Meeting the Candidates.

What an interesting time I had in Paris on Thursday & Friday!

I went up on the train, and arrived at Paris-Bercy at two o’clock; making my way to the Metro station Alma Marceau I remembered the giggles that Nick and I had when we were in Paris for the Convention a few years back. There is an announcer for all the metro stations for those who have sight problems, and on Line 9 (I think) he has an outrrrrrrrrrrrrrrageous French accent – which one would expect in France, but it is more so! – Nick and I found the pronunciation of the stations on this line incredibly funny, especially when he announced the station “Miromesnil”. The other thing that made us laugh (very childish) was that as we arrived one or t’other of us would say “If I ever have a llama I’m going to call it Marceau”**

When I arrived at the American cathedral, the Junior Guild ladies were setting up for the reception before the “Town Hall” – Q&A session – at 6 pm. So I helped them layout cakes and biscuits, teacups and saucers, until it was time, and people started arriving. I’m not very good in situations like this, but I managed to “work the room” and to give each candidate the card I’d made or them. Last week I had written a verse on each one, that I somehow thought had been “given” specially for each candidate. I might be imagining this, and it was completely random, but I believe God led me to each specific verse for each particular candidate. During this time, each candidate made a personal video – we decided to do it this way, rather than asking them to bring one along, to give a level playing field: each one having someone to film it, each person being in the same room, etc so that the techno-whizzy candidates wouldn’t hold an advantage over those who are less computer savvy.

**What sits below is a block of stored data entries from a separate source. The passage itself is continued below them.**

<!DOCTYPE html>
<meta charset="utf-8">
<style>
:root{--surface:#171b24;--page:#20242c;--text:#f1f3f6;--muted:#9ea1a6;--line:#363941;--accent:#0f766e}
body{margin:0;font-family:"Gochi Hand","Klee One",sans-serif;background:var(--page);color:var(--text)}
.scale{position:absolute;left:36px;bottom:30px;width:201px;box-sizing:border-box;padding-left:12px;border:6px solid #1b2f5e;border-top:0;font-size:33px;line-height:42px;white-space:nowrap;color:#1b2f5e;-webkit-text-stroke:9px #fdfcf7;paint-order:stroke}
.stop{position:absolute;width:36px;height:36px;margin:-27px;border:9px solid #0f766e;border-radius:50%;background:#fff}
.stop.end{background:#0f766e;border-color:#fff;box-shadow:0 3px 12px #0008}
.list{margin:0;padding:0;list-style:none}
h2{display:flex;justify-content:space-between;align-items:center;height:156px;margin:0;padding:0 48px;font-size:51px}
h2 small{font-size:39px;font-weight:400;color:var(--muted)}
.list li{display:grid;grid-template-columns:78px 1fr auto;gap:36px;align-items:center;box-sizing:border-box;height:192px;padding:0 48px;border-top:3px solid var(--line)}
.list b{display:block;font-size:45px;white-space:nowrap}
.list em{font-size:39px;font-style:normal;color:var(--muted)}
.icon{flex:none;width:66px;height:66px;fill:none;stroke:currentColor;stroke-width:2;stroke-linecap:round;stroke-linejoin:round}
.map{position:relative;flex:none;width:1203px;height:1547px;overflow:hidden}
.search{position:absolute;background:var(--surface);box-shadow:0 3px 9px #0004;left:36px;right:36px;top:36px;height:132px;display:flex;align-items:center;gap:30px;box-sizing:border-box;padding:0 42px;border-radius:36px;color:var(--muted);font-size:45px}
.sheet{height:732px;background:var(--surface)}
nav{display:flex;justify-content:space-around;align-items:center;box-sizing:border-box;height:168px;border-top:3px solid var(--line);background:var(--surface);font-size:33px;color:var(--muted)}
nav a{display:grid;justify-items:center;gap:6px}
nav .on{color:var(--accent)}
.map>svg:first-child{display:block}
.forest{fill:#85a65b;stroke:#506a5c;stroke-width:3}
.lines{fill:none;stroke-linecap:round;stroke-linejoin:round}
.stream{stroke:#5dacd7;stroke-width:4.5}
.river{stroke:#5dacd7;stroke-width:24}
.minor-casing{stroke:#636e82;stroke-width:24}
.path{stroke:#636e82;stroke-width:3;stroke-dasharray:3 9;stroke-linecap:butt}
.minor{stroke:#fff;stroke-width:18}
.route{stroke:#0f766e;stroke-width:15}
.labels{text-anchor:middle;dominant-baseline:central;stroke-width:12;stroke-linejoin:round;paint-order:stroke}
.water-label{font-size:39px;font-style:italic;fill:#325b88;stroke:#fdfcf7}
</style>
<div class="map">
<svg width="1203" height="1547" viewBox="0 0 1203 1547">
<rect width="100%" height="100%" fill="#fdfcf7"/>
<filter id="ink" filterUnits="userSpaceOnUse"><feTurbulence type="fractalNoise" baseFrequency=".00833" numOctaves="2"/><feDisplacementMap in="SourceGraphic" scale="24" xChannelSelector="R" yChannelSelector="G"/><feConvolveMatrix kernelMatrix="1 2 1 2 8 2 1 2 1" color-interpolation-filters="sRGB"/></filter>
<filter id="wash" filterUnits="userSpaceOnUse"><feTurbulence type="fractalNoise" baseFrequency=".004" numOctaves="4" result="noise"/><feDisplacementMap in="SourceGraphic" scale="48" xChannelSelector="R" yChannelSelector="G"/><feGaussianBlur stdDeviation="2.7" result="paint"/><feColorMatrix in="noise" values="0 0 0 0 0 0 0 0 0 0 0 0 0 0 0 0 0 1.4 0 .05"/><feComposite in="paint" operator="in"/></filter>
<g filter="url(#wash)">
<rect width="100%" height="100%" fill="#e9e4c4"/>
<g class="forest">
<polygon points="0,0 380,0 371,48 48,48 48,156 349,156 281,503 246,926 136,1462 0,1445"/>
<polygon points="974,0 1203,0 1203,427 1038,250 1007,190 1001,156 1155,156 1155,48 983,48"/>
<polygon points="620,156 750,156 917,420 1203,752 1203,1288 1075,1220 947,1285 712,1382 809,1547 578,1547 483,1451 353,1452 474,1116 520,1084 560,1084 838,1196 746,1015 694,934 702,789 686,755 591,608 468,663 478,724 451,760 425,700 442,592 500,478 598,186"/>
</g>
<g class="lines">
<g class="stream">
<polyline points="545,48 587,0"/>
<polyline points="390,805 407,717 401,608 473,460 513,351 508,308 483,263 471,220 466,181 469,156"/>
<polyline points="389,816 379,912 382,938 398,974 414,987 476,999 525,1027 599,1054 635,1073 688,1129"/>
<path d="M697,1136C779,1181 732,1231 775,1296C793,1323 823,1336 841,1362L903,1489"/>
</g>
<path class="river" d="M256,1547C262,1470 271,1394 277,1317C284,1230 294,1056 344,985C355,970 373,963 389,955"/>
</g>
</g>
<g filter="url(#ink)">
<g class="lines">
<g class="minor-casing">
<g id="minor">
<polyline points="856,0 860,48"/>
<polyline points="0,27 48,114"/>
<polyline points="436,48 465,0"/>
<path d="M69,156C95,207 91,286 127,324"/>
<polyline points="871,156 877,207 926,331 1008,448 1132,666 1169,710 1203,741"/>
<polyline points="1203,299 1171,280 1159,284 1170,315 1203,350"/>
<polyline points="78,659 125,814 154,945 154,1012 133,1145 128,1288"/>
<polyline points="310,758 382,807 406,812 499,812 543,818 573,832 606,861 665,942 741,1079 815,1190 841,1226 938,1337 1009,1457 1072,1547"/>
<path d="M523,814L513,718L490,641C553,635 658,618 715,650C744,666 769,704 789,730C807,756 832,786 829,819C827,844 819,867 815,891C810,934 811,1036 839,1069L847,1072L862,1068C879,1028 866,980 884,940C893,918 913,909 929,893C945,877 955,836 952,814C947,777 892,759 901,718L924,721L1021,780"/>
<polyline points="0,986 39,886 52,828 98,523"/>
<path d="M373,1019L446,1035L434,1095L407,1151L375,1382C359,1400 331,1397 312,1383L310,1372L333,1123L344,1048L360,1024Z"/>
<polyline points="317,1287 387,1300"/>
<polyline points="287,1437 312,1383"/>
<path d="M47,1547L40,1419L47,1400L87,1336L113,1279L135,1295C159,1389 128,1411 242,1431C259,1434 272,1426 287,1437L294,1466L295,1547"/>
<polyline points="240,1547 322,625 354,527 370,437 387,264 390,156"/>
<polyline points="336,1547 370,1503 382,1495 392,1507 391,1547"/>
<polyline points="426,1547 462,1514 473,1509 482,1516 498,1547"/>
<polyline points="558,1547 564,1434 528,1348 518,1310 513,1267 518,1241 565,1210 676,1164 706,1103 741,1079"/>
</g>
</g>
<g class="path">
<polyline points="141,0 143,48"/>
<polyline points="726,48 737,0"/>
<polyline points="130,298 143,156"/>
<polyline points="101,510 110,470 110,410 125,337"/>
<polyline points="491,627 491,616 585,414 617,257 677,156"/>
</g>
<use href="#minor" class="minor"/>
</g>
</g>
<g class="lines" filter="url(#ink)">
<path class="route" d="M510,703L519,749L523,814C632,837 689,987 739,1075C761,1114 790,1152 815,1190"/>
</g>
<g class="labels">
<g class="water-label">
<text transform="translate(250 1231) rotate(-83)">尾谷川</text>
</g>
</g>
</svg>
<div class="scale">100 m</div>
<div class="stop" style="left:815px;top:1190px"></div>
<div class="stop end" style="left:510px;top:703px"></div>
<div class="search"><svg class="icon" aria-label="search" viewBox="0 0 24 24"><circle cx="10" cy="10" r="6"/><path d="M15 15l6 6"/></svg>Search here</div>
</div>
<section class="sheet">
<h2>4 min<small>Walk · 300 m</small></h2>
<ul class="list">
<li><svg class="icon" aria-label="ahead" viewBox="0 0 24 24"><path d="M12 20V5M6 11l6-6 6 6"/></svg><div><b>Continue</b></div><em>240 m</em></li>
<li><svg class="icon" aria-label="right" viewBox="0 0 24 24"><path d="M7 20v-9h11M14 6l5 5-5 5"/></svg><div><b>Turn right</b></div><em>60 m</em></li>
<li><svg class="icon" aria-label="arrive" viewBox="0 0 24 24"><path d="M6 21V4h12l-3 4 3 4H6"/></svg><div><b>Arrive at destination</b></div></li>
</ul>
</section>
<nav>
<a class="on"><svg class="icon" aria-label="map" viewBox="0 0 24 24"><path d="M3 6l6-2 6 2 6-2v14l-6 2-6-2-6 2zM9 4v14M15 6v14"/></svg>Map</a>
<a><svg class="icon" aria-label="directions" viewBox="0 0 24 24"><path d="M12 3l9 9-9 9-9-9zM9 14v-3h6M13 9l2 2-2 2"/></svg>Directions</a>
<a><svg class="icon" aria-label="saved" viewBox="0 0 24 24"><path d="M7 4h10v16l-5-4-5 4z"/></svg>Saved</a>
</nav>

You can view them here if you wish to.

Then there was the Q&A session, which was videoed so that anyone from the parishes who couldn’t make it to the live sessions (or anyone else for that matter!) can view them. This was interesting too, as we saw how each candidate answered each question – they had had the questions in advance and so had been able to prepare an answer, maybe giving the opportunity to get across their “buzz points”. But the “questions from the floor” was even more revealing – these were questions that the candidates had no warning of, and not every one got asked the same question. Here I felt certain people fared better than others, with one candidate giving what I felt was a poor answer to a question about child abuse – although it’s important to take into account this was at the end of a long and exhausting day, with the question being answered on the hoof. After further consideration perhaps a fuller, more rounded answer would have been given. If you go to this link you can see a further link to the videos taken of the sessions.

After 2 hours of questions, there was then the reception in the Deanery of the cathedral. Here it was voting delegates, transition committee, priests of the convocation – and, for the poor candidates, more close up questioning! There was, however, wine and really delicious snacks to help (or hinder!) . I got the chance to speak to the spouses a bit more, although I didn’t speak to all the candidates again.

Then I left to stay at someone’s apartment overnight. The candidates were being whisked off to Munich on Friday, for their Q&A session on Saturday, then on to Rome for Q&A on Sunday! What a whirlwind tour! With each city comes a visit to other work being done in the Convocation, such as the work being done with refugees at the Joel Narfuma Refugee Centre in Rome.

I think that for me, there is one candidate that is standing out, but my “second place” candadate has definitely changed in the light of the walkabout in Paris. I look forward to listening to the videos from Munich and Rome to see if my opinions change, or are reinforced. It’s hard not to be too biased when listening: it’s easy to think “Oh I don’t think he’s right” – so I don’t listen to his answers properly. The elections in October are going to be really interesting…

** I have several of these “If I ever have a …I’m going to call it…” jokes. For example, If I ever have a lizard I’m going to call it Eddie, If I ever have a seagull I’m going to call it George, If I ever have a donkey I’m going to call it Hotie.

EXPLANATION: Eddie Izard is a British comedian, George Segal is an American actor, and Don Quixote is, well, Don Quixote!!